Individual papers Part I
The first part of the book covers AI/NL work that has been extended in the direction of robust coverage of large texts. Hobbs describes SRI's entry in the MUC (Message Understanding Conference) competition. This system attempts to do what traditional AI/NL systems do: a complete linguistic and semantic analysis of each sentence. However, it is somewhat non-traditional in the attention it pays to limiting the processing time and recovering from errors. It uses keyword-based statistical techniques to decide which sentences should be skipped altogether and which should be processed. It limits the search through the space of possible parses and inferences, exploring only the most promising ones. And it is able to extract information from sentence fragments when a complete sentence is either ungrammatical or is outside the coverage of the system.

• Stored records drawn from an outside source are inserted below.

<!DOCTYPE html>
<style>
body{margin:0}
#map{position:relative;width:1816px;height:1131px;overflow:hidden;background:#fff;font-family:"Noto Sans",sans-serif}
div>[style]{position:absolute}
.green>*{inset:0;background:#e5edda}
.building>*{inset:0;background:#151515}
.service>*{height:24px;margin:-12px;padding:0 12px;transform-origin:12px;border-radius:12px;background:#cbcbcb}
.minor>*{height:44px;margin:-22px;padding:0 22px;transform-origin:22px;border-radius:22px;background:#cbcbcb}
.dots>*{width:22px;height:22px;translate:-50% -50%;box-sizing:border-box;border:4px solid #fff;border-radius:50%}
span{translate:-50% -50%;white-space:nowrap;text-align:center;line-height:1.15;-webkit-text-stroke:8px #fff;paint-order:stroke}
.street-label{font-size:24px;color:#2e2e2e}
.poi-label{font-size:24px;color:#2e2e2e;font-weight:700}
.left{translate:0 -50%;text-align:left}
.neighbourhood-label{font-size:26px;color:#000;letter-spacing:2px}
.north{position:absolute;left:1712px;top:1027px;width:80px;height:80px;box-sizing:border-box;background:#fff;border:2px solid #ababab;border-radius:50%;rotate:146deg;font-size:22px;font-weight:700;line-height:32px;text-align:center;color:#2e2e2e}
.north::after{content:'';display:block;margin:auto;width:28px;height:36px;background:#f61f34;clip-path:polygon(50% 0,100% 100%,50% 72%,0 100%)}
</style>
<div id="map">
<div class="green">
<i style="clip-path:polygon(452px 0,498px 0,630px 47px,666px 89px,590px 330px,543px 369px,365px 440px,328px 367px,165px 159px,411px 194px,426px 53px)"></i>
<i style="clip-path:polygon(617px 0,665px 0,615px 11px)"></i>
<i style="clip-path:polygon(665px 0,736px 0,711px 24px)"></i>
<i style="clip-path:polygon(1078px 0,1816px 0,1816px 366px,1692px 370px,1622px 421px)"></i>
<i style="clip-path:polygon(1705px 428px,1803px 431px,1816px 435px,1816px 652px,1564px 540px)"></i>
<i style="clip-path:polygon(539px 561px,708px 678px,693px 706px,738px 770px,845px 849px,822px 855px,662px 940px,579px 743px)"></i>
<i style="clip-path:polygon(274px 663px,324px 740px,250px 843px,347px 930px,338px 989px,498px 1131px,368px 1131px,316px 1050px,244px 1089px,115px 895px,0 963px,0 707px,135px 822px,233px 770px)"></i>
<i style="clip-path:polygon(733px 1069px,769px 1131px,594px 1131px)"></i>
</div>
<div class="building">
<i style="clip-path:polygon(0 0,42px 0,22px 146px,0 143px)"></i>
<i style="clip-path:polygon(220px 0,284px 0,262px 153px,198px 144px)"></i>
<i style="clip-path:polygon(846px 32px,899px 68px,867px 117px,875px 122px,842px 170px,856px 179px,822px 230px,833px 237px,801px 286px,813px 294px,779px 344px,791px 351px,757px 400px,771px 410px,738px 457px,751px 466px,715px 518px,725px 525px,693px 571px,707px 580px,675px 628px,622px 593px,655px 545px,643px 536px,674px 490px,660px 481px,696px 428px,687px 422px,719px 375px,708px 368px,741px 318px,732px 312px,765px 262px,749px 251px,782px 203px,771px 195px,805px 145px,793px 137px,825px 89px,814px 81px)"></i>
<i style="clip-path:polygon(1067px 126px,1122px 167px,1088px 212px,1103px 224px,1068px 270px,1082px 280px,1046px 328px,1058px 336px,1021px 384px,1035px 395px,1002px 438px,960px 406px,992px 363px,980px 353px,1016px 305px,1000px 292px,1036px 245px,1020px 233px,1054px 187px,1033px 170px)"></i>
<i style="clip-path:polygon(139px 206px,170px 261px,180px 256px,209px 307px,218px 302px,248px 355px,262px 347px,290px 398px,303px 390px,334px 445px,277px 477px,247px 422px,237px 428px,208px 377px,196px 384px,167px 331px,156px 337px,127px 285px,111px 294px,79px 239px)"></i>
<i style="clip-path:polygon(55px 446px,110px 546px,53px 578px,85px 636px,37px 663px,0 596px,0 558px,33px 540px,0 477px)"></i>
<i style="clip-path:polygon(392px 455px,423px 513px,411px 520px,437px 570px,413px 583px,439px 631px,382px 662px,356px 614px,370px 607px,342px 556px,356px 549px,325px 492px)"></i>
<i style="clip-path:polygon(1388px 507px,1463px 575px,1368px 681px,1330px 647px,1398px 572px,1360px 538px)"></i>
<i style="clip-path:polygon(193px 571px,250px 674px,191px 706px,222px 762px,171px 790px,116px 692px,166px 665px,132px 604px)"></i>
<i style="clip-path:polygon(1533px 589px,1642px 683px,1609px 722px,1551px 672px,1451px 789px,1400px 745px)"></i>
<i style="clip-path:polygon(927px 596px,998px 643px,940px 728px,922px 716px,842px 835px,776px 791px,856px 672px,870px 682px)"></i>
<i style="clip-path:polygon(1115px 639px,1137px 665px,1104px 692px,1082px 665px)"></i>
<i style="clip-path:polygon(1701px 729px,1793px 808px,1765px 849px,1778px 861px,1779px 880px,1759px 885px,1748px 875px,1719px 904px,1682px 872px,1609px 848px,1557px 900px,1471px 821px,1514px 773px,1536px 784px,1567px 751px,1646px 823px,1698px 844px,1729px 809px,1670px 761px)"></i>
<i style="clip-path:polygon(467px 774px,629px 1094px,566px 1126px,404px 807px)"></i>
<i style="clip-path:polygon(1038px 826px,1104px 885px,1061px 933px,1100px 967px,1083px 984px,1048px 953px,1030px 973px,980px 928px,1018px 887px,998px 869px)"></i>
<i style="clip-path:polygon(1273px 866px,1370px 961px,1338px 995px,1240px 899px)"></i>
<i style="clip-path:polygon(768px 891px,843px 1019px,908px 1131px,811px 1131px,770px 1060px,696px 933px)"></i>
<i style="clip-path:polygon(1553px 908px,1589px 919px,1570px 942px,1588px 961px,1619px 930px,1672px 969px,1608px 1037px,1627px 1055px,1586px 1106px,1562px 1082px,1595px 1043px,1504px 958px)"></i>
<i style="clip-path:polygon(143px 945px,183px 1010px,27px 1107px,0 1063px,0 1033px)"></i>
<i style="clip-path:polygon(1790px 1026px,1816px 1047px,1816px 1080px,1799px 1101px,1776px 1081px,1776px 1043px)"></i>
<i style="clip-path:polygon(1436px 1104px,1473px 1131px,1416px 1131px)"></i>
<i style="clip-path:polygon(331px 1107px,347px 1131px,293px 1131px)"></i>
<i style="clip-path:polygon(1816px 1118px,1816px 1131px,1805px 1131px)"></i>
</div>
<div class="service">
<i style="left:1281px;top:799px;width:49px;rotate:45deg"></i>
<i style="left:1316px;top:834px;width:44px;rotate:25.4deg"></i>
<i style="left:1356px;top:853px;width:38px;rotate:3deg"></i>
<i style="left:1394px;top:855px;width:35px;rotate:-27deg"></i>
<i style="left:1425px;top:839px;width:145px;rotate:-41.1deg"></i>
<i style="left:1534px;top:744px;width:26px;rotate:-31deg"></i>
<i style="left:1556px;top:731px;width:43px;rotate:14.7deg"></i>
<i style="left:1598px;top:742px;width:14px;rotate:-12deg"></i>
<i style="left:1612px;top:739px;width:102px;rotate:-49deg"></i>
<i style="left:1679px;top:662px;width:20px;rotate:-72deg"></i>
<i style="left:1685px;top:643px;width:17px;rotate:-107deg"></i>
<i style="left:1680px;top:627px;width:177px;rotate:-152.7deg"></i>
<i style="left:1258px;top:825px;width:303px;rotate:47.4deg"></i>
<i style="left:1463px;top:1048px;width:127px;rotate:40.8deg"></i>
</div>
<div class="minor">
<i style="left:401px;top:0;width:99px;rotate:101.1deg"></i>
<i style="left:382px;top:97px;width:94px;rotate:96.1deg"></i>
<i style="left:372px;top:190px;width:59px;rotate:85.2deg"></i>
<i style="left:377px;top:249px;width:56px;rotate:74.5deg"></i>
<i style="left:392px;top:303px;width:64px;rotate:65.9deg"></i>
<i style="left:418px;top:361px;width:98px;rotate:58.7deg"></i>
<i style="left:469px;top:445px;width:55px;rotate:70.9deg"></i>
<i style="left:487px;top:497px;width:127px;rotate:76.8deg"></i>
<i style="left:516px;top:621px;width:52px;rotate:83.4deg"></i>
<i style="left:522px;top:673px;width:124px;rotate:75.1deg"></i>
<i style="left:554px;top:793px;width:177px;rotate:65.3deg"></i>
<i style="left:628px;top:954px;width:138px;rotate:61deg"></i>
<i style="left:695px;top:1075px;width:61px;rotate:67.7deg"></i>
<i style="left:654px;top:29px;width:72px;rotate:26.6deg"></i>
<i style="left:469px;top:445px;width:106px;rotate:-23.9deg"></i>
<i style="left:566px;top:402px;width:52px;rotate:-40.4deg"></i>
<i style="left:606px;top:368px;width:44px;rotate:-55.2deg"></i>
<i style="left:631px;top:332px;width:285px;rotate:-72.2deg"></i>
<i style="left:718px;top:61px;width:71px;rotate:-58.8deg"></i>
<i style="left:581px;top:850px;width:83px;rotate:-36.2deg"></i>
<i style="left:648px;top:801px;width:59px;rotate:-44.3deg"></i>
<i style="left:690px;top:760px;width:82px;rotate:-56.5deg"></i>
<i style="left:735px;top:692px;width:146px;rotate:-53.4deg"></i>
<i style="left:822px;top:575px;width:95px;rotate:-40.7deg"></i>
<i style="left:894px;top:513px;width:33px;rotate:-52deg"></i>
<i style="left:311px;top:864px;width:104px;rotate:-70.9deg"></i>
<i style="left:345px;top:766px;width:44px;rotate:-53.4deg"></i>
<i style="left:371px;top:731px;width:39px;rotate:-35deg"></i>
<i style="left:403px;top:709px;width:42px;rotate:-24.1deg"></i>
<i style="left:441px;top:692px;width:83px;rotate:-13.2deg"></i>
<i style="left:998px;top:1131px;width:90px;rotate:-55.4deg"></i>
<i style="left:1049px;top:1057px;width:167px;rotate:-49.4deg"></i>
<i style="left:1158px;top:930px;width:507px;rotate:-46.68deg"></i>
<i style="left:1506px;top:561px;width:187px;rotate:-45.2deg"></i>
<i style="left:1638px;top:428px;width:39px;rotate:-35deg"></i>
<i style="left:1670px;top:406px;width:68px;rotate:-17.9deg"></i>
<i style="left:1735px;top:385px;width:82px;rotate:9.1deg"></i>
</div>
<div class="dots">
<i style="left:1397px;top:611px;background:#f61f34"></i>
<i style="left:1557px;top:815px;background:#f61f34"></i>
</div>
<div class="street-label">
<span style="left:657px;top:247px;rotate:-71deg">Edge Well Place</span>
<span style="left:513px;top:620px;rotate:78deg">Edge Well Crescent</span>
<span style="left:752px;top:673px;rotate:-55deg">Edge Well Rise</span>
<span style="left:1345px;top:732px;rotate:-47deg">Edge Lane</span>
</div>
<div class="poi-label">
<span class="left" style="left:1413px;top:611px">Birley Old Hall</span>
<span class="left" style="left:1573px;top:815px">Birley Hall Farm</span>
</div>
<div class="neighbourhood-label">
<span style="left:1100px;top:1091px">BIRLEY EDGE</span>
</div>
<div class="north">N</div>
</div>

Together, these techniques yield a system that is capable of deep, detailed analysis for sentences that are completely within its competence, but that degrades gracefully for sentences that are not. The paper gives a good feel for the problems and tradeoffs involved in message understanding, as well as the special-purpose tricks. For example, in the MUC corpus on Latin American terrorist incidents, it was possible to distinguish between Hispanic surnames and unknown English words using a statistical model based on the frequency of occurrence of three-letter sequences. McDonald presents a system for a similar task--extracting job change information from Wall Street Journal articles---using a different technique. Where Hobbs started with a general grammar of English and added special techniques and vocabulary suitable to the domain, McDonald starts with a grammar that is crafted specifically to pick out the names of people and companies and the relations between them. He recognizes that there will
186
P. Norvig
be some input that cannot be parsed by his grammar, but expects that the information he wants to recover will all be in the portion that he can parse. Hirst describes how a flexible representation scheme can make use of linguistic and semantic analysis when it is available but still be able to represent some of the content of a text when the linguistic analysis fails. Like Hobbs, he recognizes that the linguistic analysis will inevitably fail, but when it does he attempts to mix together the unparsed words with the parsed semantic representations to yield a hybrid representation. Thus, a representation like Hirst's might be appropriate for a system that tried to combine the approaches of Hobbs and McDonald. Wilkes presents a programme for turning Longman's dictionary from a messy, unstructured text into a usable data base. Such a resource would be invaluable to the community, although Wilkes points out some of the pitfalls in obtaining it. It is still unclear whether processing a dictionary like Longman's that was intended for humans will yield better results than trying to build a machine tractable dictionary from scratch. Part H
The second part covers state-of-the-art work in IR. Croft presents the best overview of the field, defining IR as text representation plus query representation plus comparison of the two. It is unfortunate that the IR model stops with the result of the retrieval query and does not consider the presentation of the result to the user. Nevertheless, Croft's model is quite general, encompassing boolean, cluster-based, probabilistic, and vector space approaches. The other three papers show how the basic model can be extended. Sparck Jones explains how IR has switched from indexing short abstracts of documents to their full texts. Lewis considers the problem of classifying documents into separate categories, and the implications of this for text representation. He discusses a representation using two-word phrases, which can be extracted from a text by a parser that can recognize combinations such as subject-verb, verb-object, adjective-noun, and so on. One might think that such a representation would yield a big improvement in retrieval, but Lewis reports that in fact it does not help much. Finally, Salton shows how IR techniques can be used to introduce hypertext-like links between paragraphs of text. This addresses the problem of how best to present the results of a query to the user. The standard technique is to present a list of all t h e retrieved text items that match the query. Sometimes the list is sorted by likelihood of match, but it still requires the user to go down the list, deciding which texts are relevant and which are not. With Salton's approach the retrieved text items are arranged into a graph rather than a simple list. The user can navigate through the graph and
Book Review
187
follow links to other passages that are similar to the current one.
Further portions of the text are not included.